Tech giant IBM has released a trove of data that contain 1 million images of faces taken from a Flickr dataset with 100 million photos and videos. The company researchers think these specific data will assist developers in training their Artificial Intelligence-enabled facial recognition systems to recognize faces more fairly and precisely.
IBM head scientist, John Smith stressed the importance of variety in datasets for facial recognition systems to mirror real-world diversity and lessen the rate of mistake in matching a face to a person. Smith said that several high-flying datasets utilized in the field are too narrow and fall short in coverage and balance. The data does not reflect the faces we see in the world.

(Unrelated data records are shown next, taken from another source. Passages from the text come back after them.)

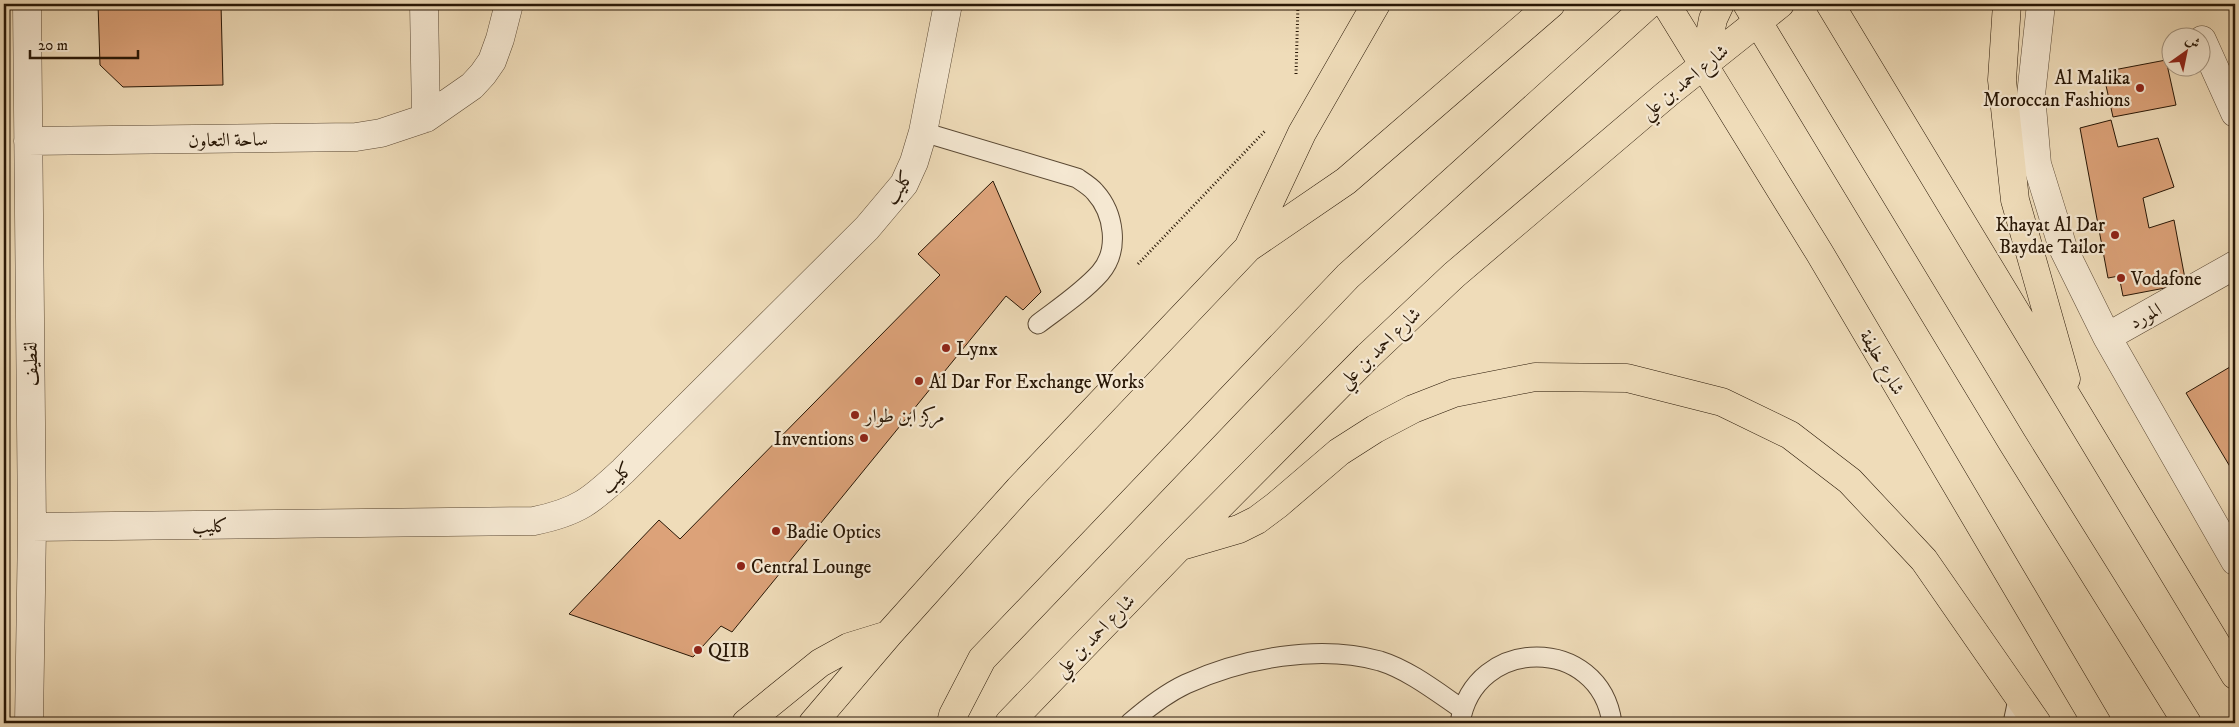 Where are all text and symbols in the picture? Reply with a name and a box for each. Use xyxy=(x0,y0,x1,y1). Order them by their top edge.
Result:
scale bar xyxy=(30,28,138,60)
north arrow xyxy=(2162,28,2212,78)
text: ش xyxy=(2182,31,2203,53)
text: 20 m xyxy=(38,36,68,55)
street label: شارع احمد بن علي xyxy=(1636,40,1737,129)
place label: Al Malika Moroccan Fashions xyxy=(1983,67,2130,112)
marker: Al Malika Moroccan Fashions xyxy=(2134,82,2146,94)
street label: ساحة التعاون xyxy=(188,128,268,153)
street label: كليب xyxy=(880,166,919,209)
place label: Khayat Al Dar Baydae Tailor xyxy=(1995,214,2105,259)
marker: Khayat Al Dar Baydae Tailor xyxy=(2109,229,2121,241)
place label: Vodafone xyxy=(2130,268,2202,291)
marker: Vodafone xyxy=(2115,272,2127,284)
street label: المورد xyxy=(2125,298,2166,335)
street label: شارع احمد بن علي xyxy=(1334,303,1430,398)
street label: شارع خليفة xyxy=(1851,326,1909,401)
place label: Lynx xyxy=(956,338,998,361)
street label: لقطيف xyxy=(20,341,43,387)
marker: Lynx xyxy=(940,342,952,354)
place label: Al Dar For Exchange Works xyxy=(929,371,1144,394)
marker: Al Dar For Exchange Works xyxy=(913,375,925,387)
place label: مركز ابن طوار xyxy=(863,405,945,429)
marker: مركز ابن طوار xyxy=(849,409,861,421)
place label: Inventions xyxy=(774,428,854,451)
marker: Inventions xyxy=(858,432,870,444)
street label: كليب xyxy=(596,457,638,499)
street label: كليب xyxy=(192,515,228,538)
place label: Badie Optics xyxy=(786,521,881,544)
marker: Badie Optics xyxy=(770,525,782,537)
place label: Central Lounge xyxy=(751,556,872,579)
marker: Central Lounge xyxy=(735,560,747,572)
street label: شارع احمد بن علي xyxy=(1050,590,1145,686)
place label: QIIB xyxy=(708,640,750,663)
marker: QIIB xyxy=(692,644,704,656) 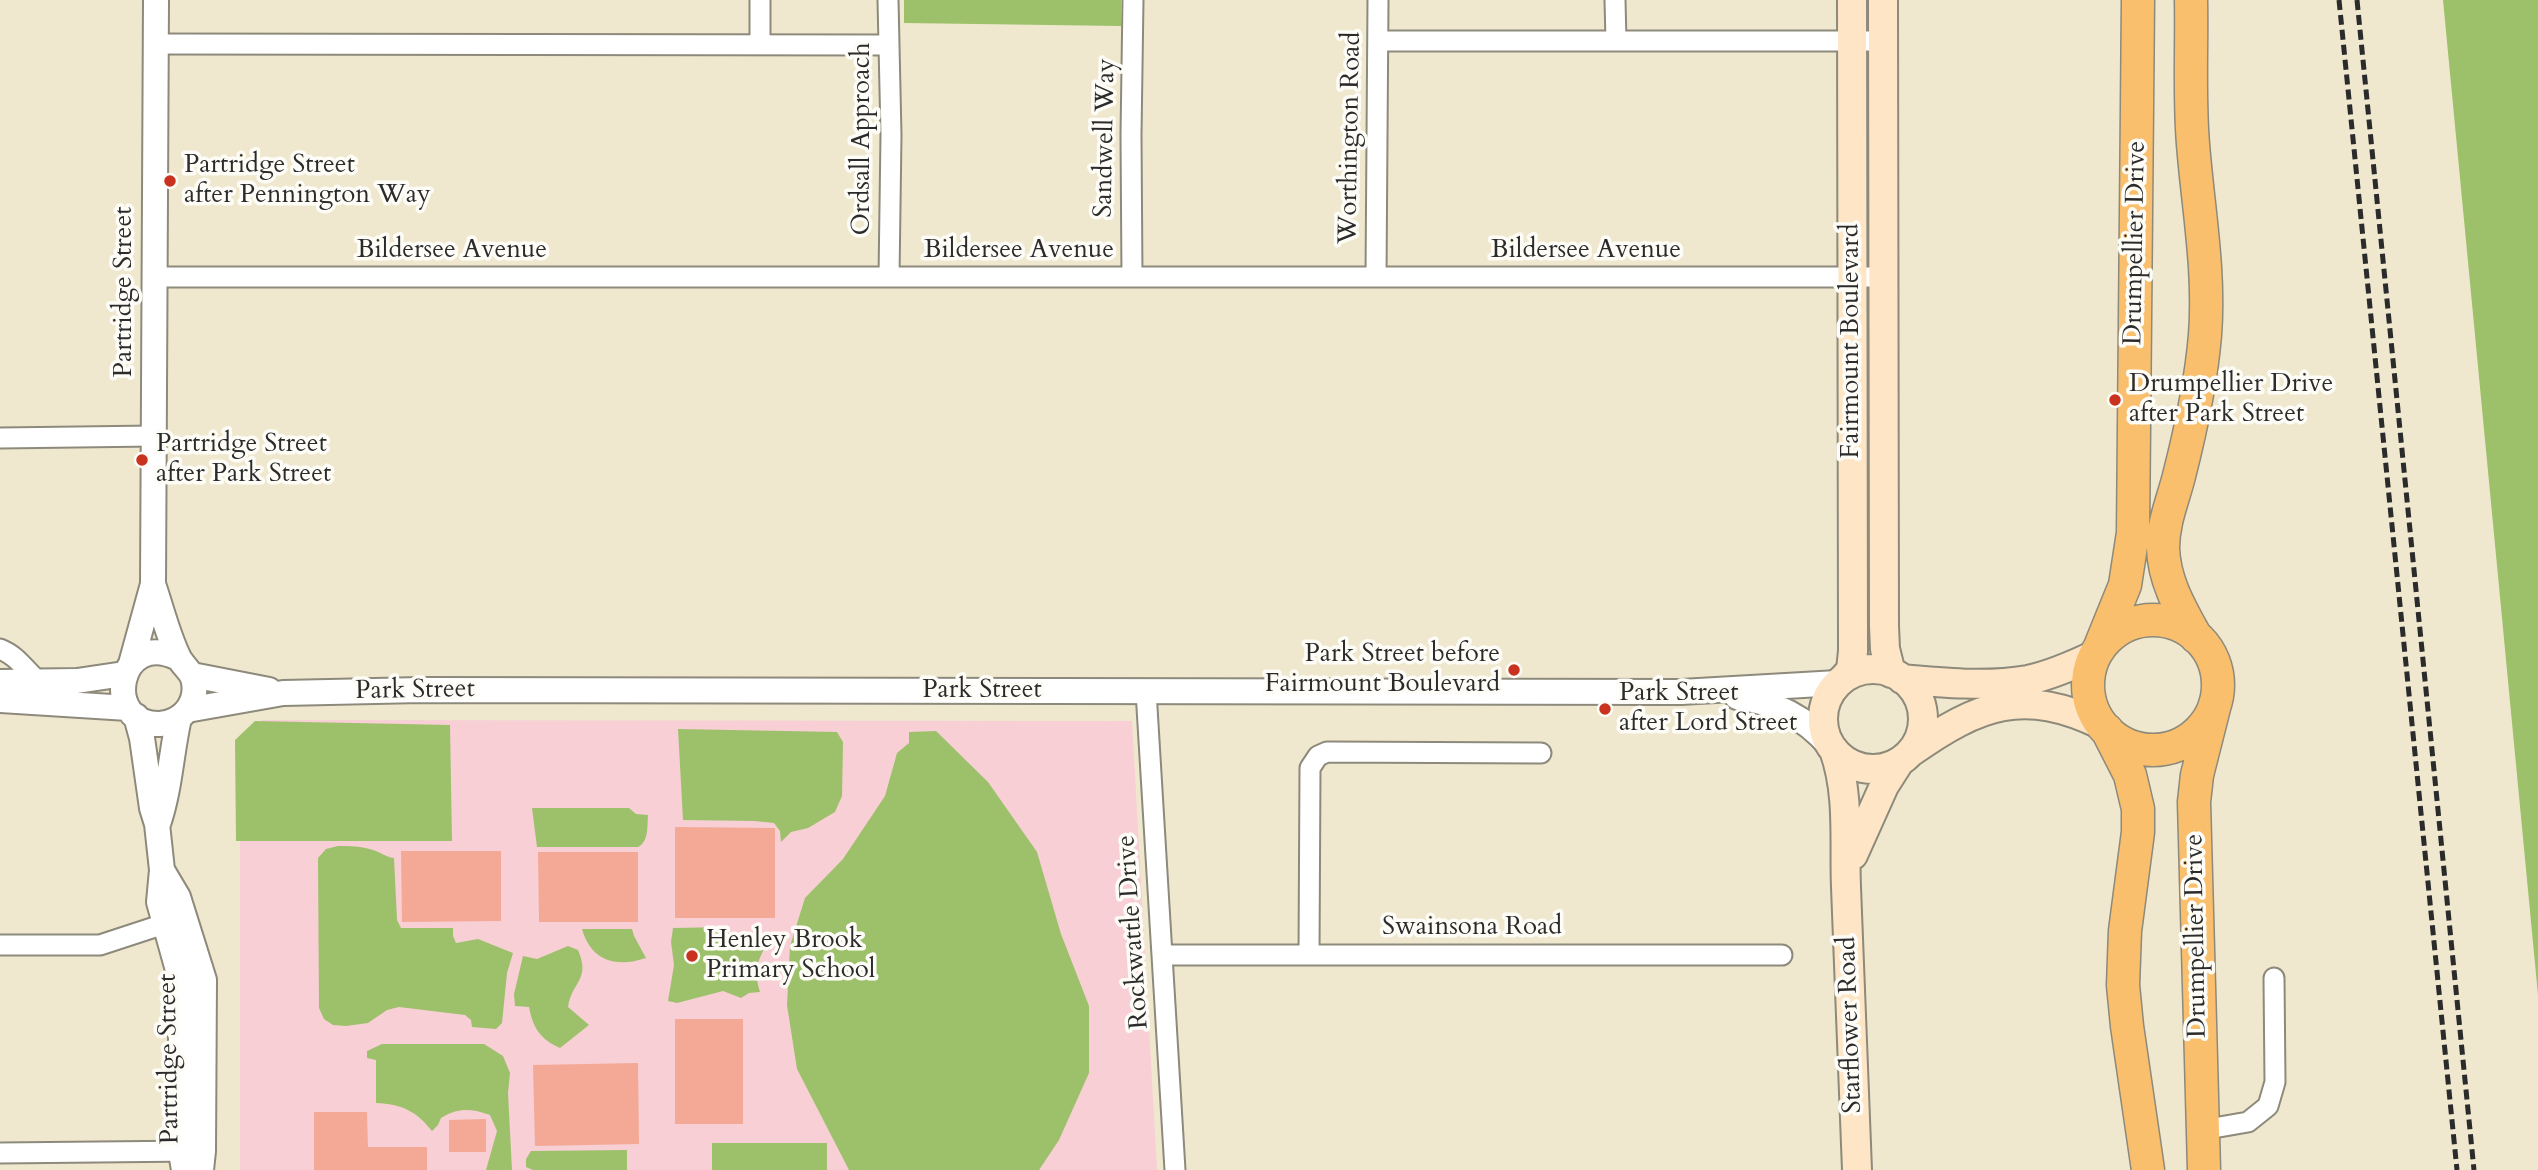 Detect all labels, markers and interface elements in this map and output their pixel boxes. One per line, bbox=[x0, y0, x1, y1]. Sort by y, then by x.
street label: Worthington Road bbox=[1334, 31, 1368, 245]
street label: Ordsall Approach bbox=[847, 42, 879, 236]
street label: Sandwell Way bbox=[1089, 58, 1123, 218]
street label: Drumpellier Drive bbox=[2119, 141, 2153, 345]
place label: Partridge Street after Pennington Way bbox=[184, 150, 431, 212]
marker: Partridge Street after Pennington Way bbox=[162, 173, 178, 189]
street label: Partridge Street bbox=[109, 207, 141, 377]
street label: Fairmount Boulevard bbox=[1836, 223, 1868, 459]
street label: Bildersee Avenue bbox=[357, 235, 547, 267]
street label: Bildersee Avenue bbox=[924, 235, 1114, 267]
street label: Bildersee Avenue bbox=[1491, 235, 1681, 267]
place label: Drumpellier Drive after Park Street bbox=[2129, 369, 2333, 430]
marker: Drumpellier Drive after Park Street bbox=[2107, 392, 2123, 408]
place label: Partridge Street after Park Street bbox=[156, 429, 331, 490]
marker: Partridge Street after Park Street bbox=[134, 452, 150, 468]
place label: Park Street before Fairmount Boulevard bbox=[1265, 639, 1500, 700]
marker: Park Street before Fairmount Boulevard bbox=[1506, 662, 1522, 678]
street label: Park Street bbox=[355, 674, 475, 708]
street label: Park Street bbox=[922, 675, 1042, 707]
place label: Park Street after Lord Street bbox=[1619, 678, 1797, 740]
marker: Park Street after Lord Street bbox=[1597, 701, 1613, 717]
street label: Rockwattle Drive bbox=[1112, 834, 1156, 1030]
street label: Drumpellier Drive bbox=[2180, 834, 2214, 1038]
street label: Swainsona Road bbox=[1382, 912, 1562, 944]
place label: Henley Brook Primary School bbox=[706, 925, 875, 986]
street label: Starflower Road bbox=[1832, 936, 1870, 1114]
marker: Henley Brook Primary School bbox=[684, 948, 700, 964]
street label: Partridge Street bbox=[153, 973, 187, 1145] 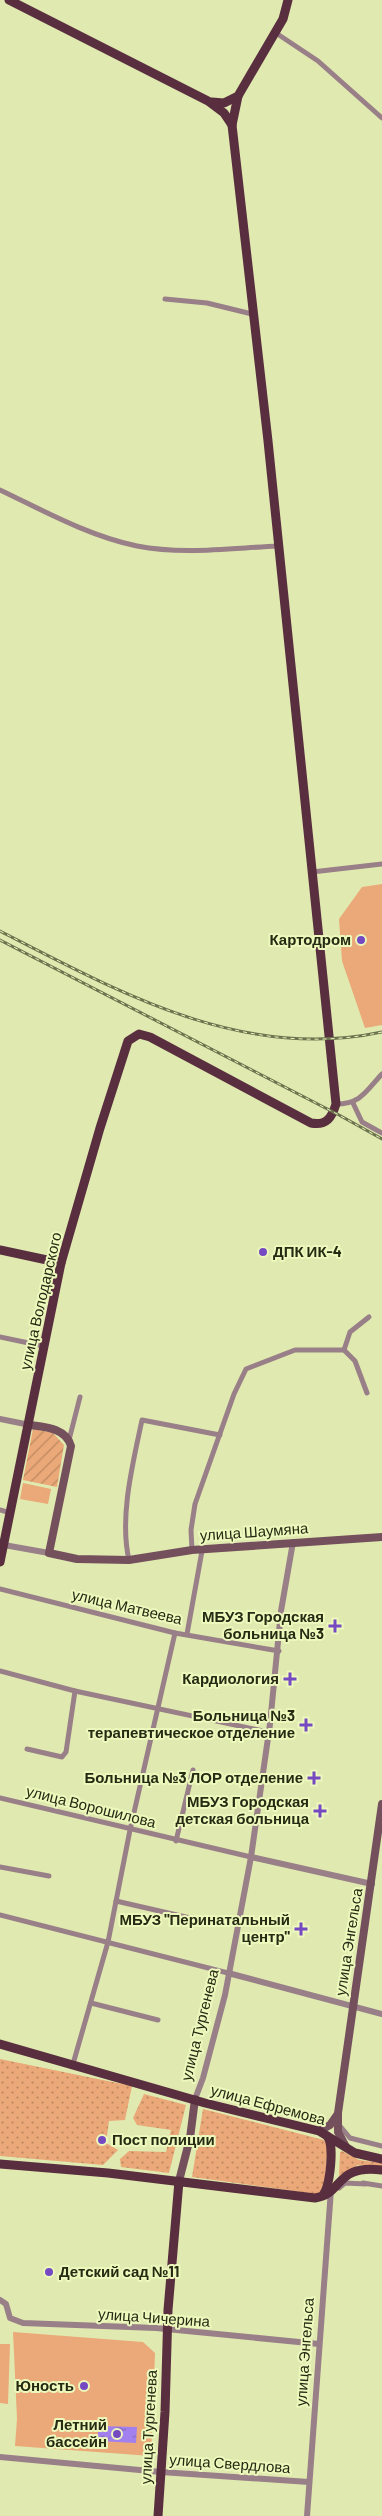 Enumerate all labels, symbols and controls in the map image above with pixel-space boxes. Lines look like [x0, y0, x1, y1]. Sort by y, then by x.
place label: Картодром [269, 930, 351, 948]
marker: Картодром [355, 934, 367, 946]
street label: улица Володарского [15, 1230, 65, 1371]
place label: ДПК ИК-4 [273, 1242, 342, 1260]
marker: ДПК ИК-4 [257, 1246, 269, 1258]
street label: улица Шаумяна [199, 1518, 309, 1544]
street label: улица Матвеева [70, 1585, 185, 1628]
place label: МБУЗ Городская больница №3 [202, 1607, 324, 1642]
marker: МБУЗ Городская больница №3 [328, 1619, 342, 1633]
place label: Кардиология [182, 1669, 279, 1687]
marker: Кардиология [283, 1672, 297, 1686]
place label: Больница №3 терапевтическое отделение [88, 1706, 295, 1741]
marker: Больница №3 терапевтическое отделение [299, 1718, 313, 1732]
place label: Больница №3 ЛОР отделение [85, 1768, 303, 1786]
marker: Больница №3 ЛОР отделение [307, 1771, 321, 1785]
street label: улица Ворошилова [24, 1781, 159, 1831]
place label: МБУЗ Городская детская больница [175, 1792, 310, 1827]
marker: МБУЗ Городская детская больница [313, 1804, 327, 1818]
street label: улица Энгельса [331, 1886, 366, 1997]
place label: МБУЗ "Перинатальный центр" [120, 1910, 291, 1945]
marker: МБУЗ "Перинатальный центр" [294, 1922, 308, 1936]
street label: улица Тургенева [176, 1966, 222, 2082]
street label: улица Ефремова [209, 2080, 328, 2128]
place label: Пост полиции [112, 2130, 215, 2148]
marker: Пост полиции [96, 2134, 108, 2146]
place label: Детский сад №11 [59, 2262, 179, 2280]
marker: Детский сад №11 [43, 2266, 55, 2278]
street label: улица Энгельса [291, 2296, 317, 2407]
street label: улица Чичерина [98, 2304, 211, 2330]
street label: улица Тургенева [136, 2369, 160, 2485]
place label: Юность [16, 2376, 74, 2394]
marker: Юность [78, 2380, 90, 2392]
place label: Летний бассейн [46, 2415, 107, 2450]
marker: Летний бассейн [111, 2428, 123, 2440]
street label: улица Свердлова [169, 2450, 292, 2476]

Albeit, Experts have warned on the potential for AI to be biased but, research has illustrated that facial recognition technology is much more adroit at making out the faces of white males than it is with minorities. IBM itself has been criticized over its facial recognition system. In a paper published last year by MIT researcher Joy Buolamwini, where IBM Watson’s visual recognition platform found an almost 35 percent error rate when it came to recognizing darker-skinned females, and a less than 1 percent error rate for lighter-skinned males. Studies like this have amplified the concerns over the use of facial recognition in some sectors like law enforcement and the AI-powered racial profiling.
The facial recognition technology today is testing and utilizing all over the world. For example, the Metropolitan Police in the U.K. is testing facial recognition, while Chinese AI firm SenseTime helps local authorities in spotting crime suspects with the use of its facial recognition system.